The New York Times’s Sunday story about John McCain’s technological naivete makes an important point, even if its author doesn’t quite seem to believe it himself. Stating that McCain “does not text, Treo or Twitter,” Mark Leibovich then continues:
“We joke, but the serious question — and one that has occupied many of the blogs and discussion groups that Mr. McCain does not partake of — is whether the computing habits of the presumptive Republican nominee should have any bearing at all on his fitness to be commander in chief.”
Leibovich makes the valid distinction between two qualities that have often been conflated in McCain coverage: 1) being something of a Luddite and 2) being out of touch. That the former quality sometimes seems to gesture towards proof of the latter—remember “the Internets,” courtesy of George W. Bush?—isn’t reason enough for reporters to slap the two together.

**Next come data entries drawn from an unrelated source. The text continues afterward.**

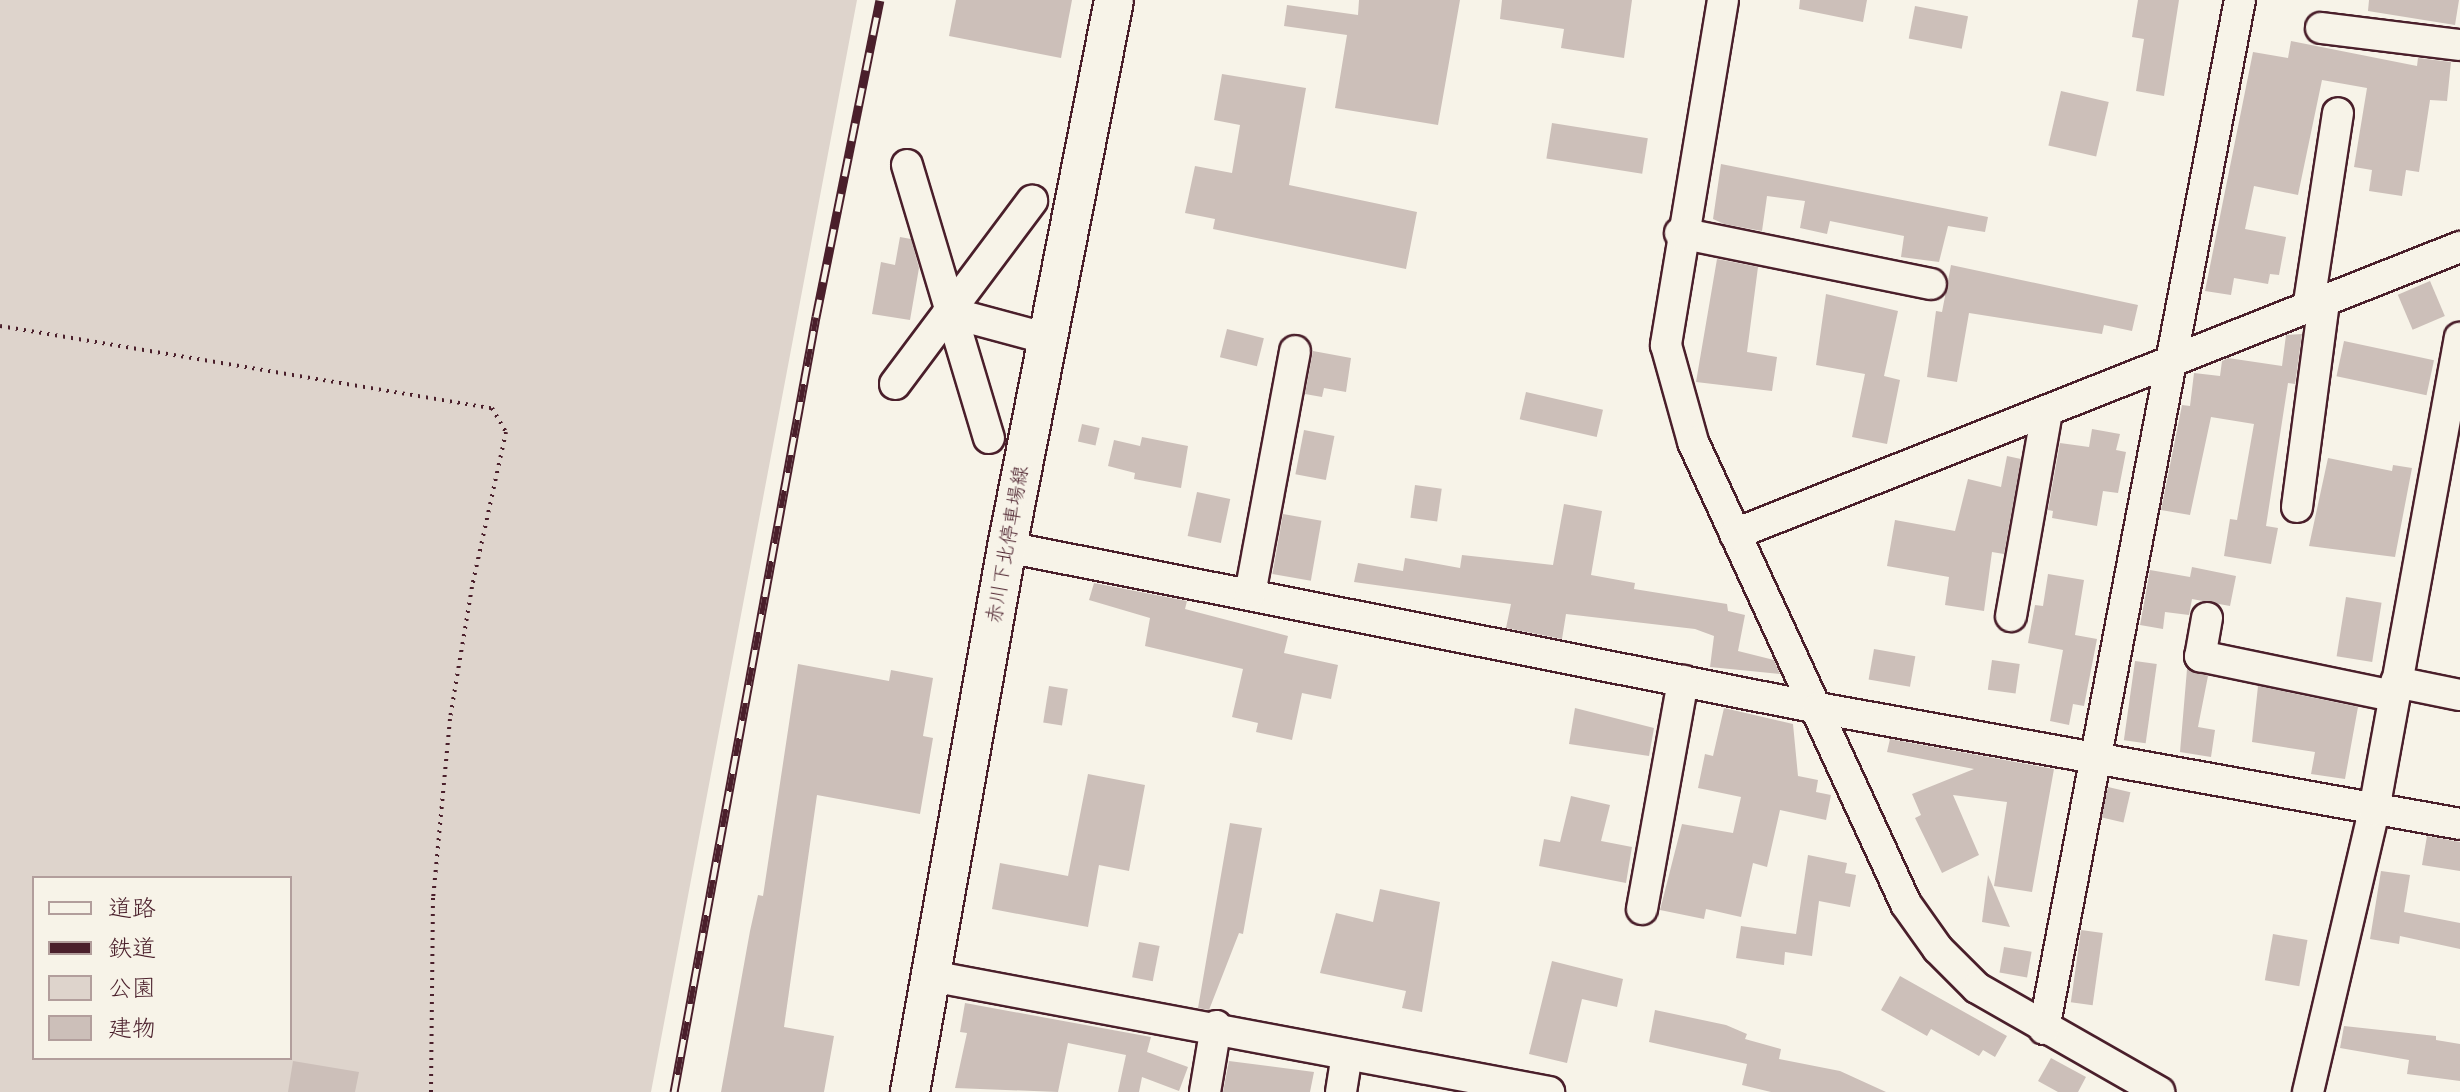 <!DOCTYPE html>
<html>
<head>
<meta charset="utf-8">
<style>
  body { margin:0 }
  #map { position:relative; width:2460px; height:1092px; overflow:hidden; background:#f7f3e8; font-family:Kalam,"Klee One",sans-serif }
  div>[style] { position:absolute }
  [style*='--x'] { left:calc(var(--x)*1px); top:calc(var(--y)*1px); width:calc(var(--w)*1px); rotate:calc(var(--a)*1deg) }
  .green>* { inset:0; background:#ded4cc }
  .building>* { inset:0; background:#ccbfb9; transform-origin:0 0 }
  .path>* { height:4px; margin-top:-2px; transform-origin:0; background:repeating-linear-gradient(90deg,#4a1f2b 0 2px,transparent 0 8px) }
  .roads { filter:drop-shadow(2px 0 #4a1f2b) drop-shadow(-2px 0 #4a1f2b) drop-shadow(0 2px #4a1f2b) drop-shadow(0 -2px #4a1f2b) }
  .minor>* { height:30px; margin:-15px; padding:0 15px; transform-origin:15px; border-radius:15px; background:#f7f3e8 }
  .major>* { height:38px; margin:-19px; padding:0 19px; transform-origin:19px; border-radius:19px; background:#f7f3e8 }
  .rail>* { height:9px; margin-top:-4.5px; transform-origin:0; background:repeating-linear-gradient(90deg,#f7f3e8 0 18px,#4a1f2b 0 36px); box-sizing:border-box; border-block:2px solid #4a1f2b }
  span { translate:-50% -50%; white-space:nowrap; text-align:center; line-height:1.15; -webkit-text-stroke:8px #f7f3e8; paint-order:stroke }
  .street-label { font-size:20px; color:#4a1f2b }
  .legend { position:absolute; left:32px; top:876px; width:260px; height:184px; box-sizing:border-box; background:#f7f3e8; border:2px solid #b29e9c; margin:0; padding:10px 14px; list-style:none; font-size:24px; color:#4a1f2b }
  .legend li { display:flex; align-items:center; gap:16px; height:40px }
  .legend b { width:40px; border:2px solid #b29e9c }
</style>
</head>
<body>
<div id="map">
  <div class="green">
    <div style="clip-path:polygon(evenodd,0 0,857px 0,651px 1092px,0 1092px,0 0,34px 878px,290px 878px,290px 1058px,34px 1058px,34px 878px)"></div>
  </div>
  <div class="building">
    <div style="clip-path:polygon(956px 0,1072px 0,1061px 58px,949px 36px)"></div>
    <div style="clip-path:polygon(1359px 0,1460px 0,1438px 125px,1335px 108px,1347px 35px,1284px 26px,1287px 5px,1358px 15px)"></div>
    <div style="clip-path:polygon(1502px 0,1632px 0,1624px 58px,1561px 48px,1564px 29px,1500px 19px)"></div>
    <div style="clip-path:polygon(1800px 0,1867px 0,1863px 22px,1799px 9px)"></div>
    <div style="clip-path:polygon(2138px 0,2179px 0,2164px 96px,2136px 91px,2144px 39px,2132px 37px)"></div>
    <div style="clip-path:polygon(2369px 0,2459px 0,2455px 25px,2368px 11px)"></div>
    <div style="left:1915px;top:6px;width:54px;height:33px;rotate:11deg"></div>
    <div style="clip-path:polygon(2291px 41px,2417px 66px,2418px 58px,2451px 62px,2447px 101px,2430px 100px,2419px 172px,2406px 170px,2402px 196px,2369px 191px,2372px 170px,2354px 167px,2367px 88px,2322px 80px,2298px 195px,2254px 186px,2245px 229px,2286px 237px,2279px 275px,2270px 274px,2268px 284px,2234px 278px,2231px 295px,2205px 291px,2253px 52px,2288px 58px)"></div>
    <div style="clip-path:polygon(1222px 74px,1306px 88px,1289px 185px,1417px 212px,1406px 269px,1213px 229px,1215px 219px,1185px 213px,1195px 166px,1232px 173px,1240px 125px,1214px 120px)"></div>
    <div style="left:2061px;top:91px;width:49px;height:56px;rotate:13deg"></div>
    <div style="left:1552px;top:123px;width:97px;height:36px;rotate:9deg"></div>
    <div style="clip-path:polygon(1721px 164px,1988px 217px,1985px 232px,1948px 226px,1939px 262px,1901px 257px,1904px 236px,1830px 221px,1827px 234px,1800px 228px,1805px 201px,1767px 196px,1762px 231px,1724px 224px,1713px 219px)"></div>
    <div style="clip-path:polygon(900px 237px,911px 239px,919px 268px,910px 320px,872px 314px,881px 262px,895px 265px)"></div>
    <div style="clip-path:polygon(1717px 259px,1758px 267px,1747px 352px,1777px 357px,1772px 391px,1696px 382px)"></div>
    <div style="clip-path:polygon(1951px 265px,2138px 305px,2132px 331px,2104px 325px,2102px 334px,1969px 313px,1957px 382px,1927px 377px,1936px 311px,1942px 312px)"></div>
    <div style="left:2430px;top:281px;width:38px;height:35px;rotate:67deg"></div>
    <div style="clip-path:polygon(1826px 294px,1898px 311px,1884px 376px,1900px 380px,1887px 444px,1852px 437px,1865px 374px,1816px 365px)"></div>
    <div style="left:1227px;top:329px;width:38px;height:29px;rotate:14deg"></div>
    <div style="clip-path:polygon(2302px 334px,2295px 384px,2288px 383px,2266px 526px,2278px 528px,2271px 564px,2224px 556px,2230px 519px,2237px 520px,2254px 424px,2211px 417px,2190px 515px,2161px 510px,2182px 405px,2190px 406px,2194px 373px,2220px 376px,2222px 361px,2228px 358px,2282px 366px,2286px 335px)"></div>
    <div style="left:2344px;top:341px;width:92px;height:36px;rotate:12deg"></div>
    <div style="clip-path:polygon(1313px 351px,1351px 358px,1346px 392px,1324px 388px,1322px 397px,1305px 394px)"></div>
    <div style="left:1526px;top:392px;width:79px;height:28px;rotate:13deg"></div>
    <div style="left:1082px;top:424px;width:18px;height:18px;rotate:13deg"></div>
    <div style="clip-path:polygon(2092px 429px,2120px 434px,2116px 450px,2126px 452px,2118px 493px,2103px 491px,2097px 526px,2052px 518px,2053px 511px,2048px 510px,2060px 443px,2089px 447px)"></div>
    <div style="left:1304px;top:430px;width:31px;height:45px;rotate:11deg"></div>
    <div style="clip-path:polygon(1142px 437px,1188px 446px,1181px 488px,1134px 479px,1135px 473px,1108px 466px,1114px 440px,1140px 446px)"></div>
    <div style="clip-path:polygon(2007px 456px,2021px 459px,2004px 554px,1992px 552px,1984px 611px,1945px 605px,1949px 577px,1887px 566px,1895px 520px,1955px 531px,1968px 479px,2001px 487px)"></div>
    <div style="clip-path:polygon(2328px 458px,2392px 471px,2393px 465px,2412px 468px,2395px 557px,2309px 546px)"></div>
    <div style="left:1415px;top:485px;width:27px;height:33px;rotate:8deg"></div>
    <div style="left:1197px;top:492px;width:34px;height:45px;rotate:12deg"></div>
    <div style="clip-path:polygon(1564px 504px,1602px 511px,1591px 575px,1635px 583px,1634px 589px,1727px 604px,1728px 611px,1745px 615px,1738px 651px,1774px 660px,1780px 674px,1710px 667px,1714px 636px,1695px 629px,1566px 614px,1562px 639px,1506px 628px,1511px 604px,1354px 582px,1358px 563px,1403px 571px,1405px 558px,1460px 568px,1462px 555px,1553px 565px)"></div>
    <div style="left:1283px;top:514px;width:39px;height:61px;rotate:10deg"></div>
    <div style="clip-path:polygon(2192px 567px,2236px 576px,2230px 606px,2192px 599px,2189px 615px,2165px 612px,2163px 629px,2140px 625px,2150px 570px,2190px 577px)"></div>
    <div style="clip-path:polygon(2048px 574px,2084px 580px,2075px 635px,2097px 639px,2084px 706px,2073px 704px,2069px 725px,2050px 721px,2063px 650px,2028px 643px,2035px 605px,2043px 606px)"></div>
    <div style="clip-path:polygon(1094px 583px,1187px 601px,1185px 609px,1288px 636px,1284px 653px,1338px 665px,1331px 699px,1302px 693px,1292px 740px,1256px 732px,1258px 723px,1232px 717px,1243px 669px,1145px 646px,1150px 618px,1089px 600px)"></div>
    <div style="left:2346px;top:597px;width:36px;height:60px;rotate:9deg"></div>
    <div style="left:1874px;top:649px;width:42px;height:31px;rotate:10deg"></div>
    <div style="left:1992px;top:660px;width:28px;height:30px;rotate:8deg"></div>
    <div style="left:2135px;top:661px;width:22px;height:80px;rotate:8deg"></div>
    <div style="clip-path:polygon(798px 664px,889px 681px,891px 670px,933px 678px,923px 736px,933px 738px,920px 814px,817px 795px,784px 1027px,834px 1036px,824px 1092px,721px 1092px,750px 931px,758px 895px,763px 896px)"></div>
    <div style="clip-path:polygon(2187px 669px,2208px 676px,2198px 727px,2215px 730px,2211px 757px,2180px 752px)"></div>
    <div style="left:1049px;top:686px;width:19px;height:37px;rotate:9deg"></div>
    <div style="clip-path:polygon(2258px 686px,2358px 707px,2345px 779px,2311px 774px,2315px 752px,2252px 742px)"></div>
    <div style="clip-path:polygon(1575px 708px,1654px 728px,1649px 756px,1569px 744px)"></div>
    <div style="clip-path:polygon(1724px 708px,1793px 724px,1798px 776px,1818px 780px,1816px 792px,1831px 795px,1826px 820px,1780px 810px,1767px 867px,1753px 863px,1741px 917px,1706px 909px,1704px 919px,1660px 910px,1682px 824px,1733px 833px,1741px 797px,1698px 788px,1705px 754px,1713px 756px)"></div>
    <div style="clip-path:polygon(1890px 739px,2054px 769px,2032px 892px,1994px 886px,2007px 802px,1953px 795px,1979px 855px,1942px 873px,1915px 818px,1921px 815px,1912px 794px,1974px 769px,1887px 752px)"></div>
    <div style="clip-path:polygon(1088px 774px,1145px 785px,1129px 871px,1099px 865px,1088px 927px,992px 909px,1000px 863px,1068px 876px)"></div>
    <div style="left:2108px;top:787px;width:23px;height:31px;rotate:13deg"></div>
    <div style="clip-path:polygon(1571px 796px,1610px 805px,1601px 841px,1632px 847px,1626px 883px,1539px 866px,1544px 839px,1560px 842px)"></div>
    <div style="clip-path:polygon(1230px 823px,1262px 828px,1243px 934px,1239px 933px,1209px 1010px,1198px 1008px)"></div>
    <div style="clip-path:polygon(2427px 836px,2460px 842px,2460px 871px,2422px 865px)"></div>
    <div style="clip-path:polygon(1808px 855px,1847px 863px,1845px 873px,1856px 875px,1850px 907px,1819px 901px,1812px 956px,1785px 952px,1784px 965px,1736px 958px,1741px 926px,1796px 934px)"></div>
    <div style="clip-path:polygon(2381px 871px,2410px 875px,2404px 912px,2460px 923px,2460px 949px,2400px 936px,2399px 944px,2370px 939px)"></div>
    <div style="clip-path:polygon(1988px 875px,2010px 927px,1982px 922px)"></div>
    <div style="clip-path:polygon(1380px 889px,1440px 902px,1422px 1012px,1402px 1008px,1406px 991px,1320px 973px,1336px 913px,1373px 922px)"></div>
    <div style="left:2081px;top:930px;width:22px;height:73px;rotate:8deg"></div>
    <div style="left:2273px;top:934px;width:35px;height:47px;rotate:10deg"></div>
    <div style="left:1139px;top:942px;width:21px;height:36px;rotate:11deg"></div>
    <div style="left:2004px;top:947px;width:28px;height:26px;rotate:10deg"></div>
    <div style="clip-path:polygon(1552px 961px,1623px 979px,1617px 1007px,1582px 999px,1567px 1063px,1529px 1054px)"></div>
    <div style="clip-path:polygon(1900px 976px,2007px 1036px,1995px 1057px,1983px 1050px,1979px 1056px,1931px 1029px,1927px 1036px,1881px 1010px)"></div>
    <div style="clip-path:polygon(965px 1003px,1151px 1037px,1147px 1052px,1188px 1067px,1179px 1091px,1142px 1077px,1139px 1092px,1118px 1092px,1126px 1055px,1068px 1043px,1058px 1092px,955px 1088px,967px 1033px,960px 1032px)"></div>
    <div style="clip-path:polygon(1655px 1010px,1726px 1025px,1747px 1034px,1745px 1039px,1781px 1049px,1779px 1059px,1840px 1071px,1886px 1092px,1771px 1092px,1742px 1085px,1747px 1064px,1649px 1042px)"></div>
    <div style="clip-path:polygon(2344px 1026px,2436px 1036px,2436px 1040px,2460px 1044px,2460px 1081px,2407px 1074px,2409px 1060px,2340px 1048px)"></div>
    <div style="clip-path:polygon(2051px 1058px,2086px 1077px,2078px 1092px,2058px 1092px,2038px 1081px)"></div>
    <div style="clip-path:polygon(293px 1061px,359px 1072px,355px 1092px,288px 1092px)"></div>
    <div style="clip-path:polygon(1229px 1061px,1314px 1072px,1310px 1092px,1223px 1092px)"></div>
  </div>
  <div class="path">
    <div style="--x:0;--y:326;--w:499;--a:9.5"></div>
    <div style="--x:492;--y:408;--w:28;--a:60"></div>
    <div style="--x:506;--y:432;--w:159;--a:102.4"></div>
    <div style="--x:472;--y:587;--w:134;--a:99.5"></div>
    <div style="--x:450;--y:719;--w:180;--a:95.4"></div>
    <div style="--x:433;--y:898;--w:194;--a:90.6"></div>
  </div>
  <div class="roads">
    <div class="minor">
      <div style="--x:1723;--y:0;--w:350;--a:99.4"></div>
      <div style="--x:1666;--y:345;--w:101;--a:74.4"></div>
      <div style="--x:1693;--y:442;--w:509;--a:65.25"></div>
      <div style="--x:1906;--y:904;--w:55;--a:54.6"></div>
      <div style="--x:1938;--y:949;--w:55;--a:45"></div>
      <div style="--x:1977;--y:988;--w:210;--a:29.7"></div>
      <div style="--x:2321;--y:28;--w:140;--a:7"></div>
      <div style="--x:907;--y:165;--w:285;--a:73.3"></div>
      <div style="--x:1680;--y:233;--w:256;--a:11.5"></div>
      <div style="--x:2308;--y:309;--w:198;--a:-81.3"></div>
      <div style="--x:948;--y:312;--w:104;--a:15.1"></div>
      <div style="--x:895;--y:384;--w:229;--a:-53.2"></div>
      <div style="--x:2297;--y:507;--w:207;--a:-82.5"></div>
      <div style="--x:1735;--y:534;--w:780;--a:-21.6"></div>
      <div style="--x:1007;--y:547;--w:827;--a:11.23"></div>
      <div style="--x:1818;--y:708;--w:652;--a:10.24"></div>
      <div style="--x:1250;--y:594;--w:247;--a:-79.5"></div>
      <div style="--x:2011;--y:616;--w:207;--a:-80"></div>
      <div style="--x:2207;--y:618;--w:39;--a:100"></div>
      <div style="--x:2200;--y:656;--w:197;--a:11.7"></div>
      <div style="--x:2396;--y:682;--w:65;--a:11.5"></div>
      <div style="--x:1642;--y:909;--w:232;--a:-79.8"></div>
      <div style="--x:931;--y:976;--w:629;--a:10.63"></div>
      <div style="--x:2044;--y:1029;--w:1048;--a:-79.22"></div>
      <div style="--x:1205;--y:1092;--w:67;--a:-80.5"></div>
      <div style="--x:1341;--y:1092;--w:38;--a:-81"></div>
      <div style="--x:2308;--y:1092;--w:290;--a:-76.8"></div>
      <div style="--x:2374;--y:810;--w:480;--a:-79.7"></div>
    </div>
    <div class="major">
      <div style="--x:910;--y:1092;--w:554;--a:-79.91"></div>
      <div style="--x:1007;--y:547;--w:557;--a:-78.93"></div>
    </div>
  </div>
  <div class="rail">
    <div style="--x:674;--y:1092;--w:788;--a:-79.62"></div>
    <div style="--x:816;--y:317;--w:323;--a:-78.6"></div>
  </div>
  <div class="street-label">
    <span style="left:1009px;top:545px;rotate:-80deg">赤川下北停車場線</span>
  </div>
  <ul class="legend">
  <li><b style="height:10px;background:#f7f3e8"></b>道路</li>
  <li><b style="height:10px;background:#4a1f2b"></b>鉄道</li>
  <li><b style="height:22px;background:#ded4cc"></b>公園</li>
  <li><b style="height:22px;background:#ccbfb9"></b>建物</li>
  </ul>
</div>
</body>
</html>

As consumers and creators of visual and psychological portraits, reporters seem instinctively eager to note the origins of what might become a larger political problem, regardless of how tenuous the associations might be. (Remember the political damage caused by John Edwards’s $400 haircut?). That dot-connecting instinct makes it all too easy to create an optic that resonates even if it’s not necessarily true.
A few weeks ago, I wrote about how some reporters were tempted to link Obama’s writing ability with his leadership potential. The McCain-as-hapless-Luddite portrait is the flip side of the same coin. The inability of his fingers to dance nimbly over the keys of a Blackberry is as irrelevant to his leadership capabilities as is Obama’s agility as a writer. (And as the Times article states, a president doesn’t have to be tech-savvy; that’s why he has a full-time staff.) Leibovich presents the contrarian hypothetical portrait of a president fettered by technology, not aided by it:
And there is a common belief that says being president should be more a “vision” job than a “management” job, and that the clutter of a digital life can only distract from the Big Picture and Deep Thoughts a leader should be concerned with. In other words, would we really want a president “friending” from the Oval Office, scouring Wikipedia for information on Iran’s nuclear program or fielding e-mail from someone claiming to be “Nigerian general” seeking an American bank account for embezzled millions?
This is too facile a sketch, because it furthers the silly conflation of tech proficiency and cultural (or policy-oriented) fluency. Still, it leads Leibovich to his conclusion, namely, that this “text, Treo or Twitter” stuff doesn’t really matter. But there remain hazier questions about whether or not McCain is “out of touch,” and what the appropriate metric to gauge that might be. The dishearteningly ridiculous McCain ad that puts Obama in the august company of Paris Hilton and Britney Spears was somehow meant to show that Obama himself was “out of touch.” But how is McCain the Luddite any less silly, or his “out of touch” factor ultimately any more determinable?
Somewhere in this discussion, there is still a legitimate point to make about how technology can help with a leader’s preparedness. And Leibovich does a good job with this by throwing in a reference to Lincoln’s mastery of the telegraph machine, which “not only put him well ahead of most of his constituents on the technology curve but also allowed him to speak directly to his generals and track their actions.” That slight separation between personal practice and efficiency in political office is a declaration. And reporters in their coverage will need to reach further than the McCain Tech Bloopers Archive to make that point today.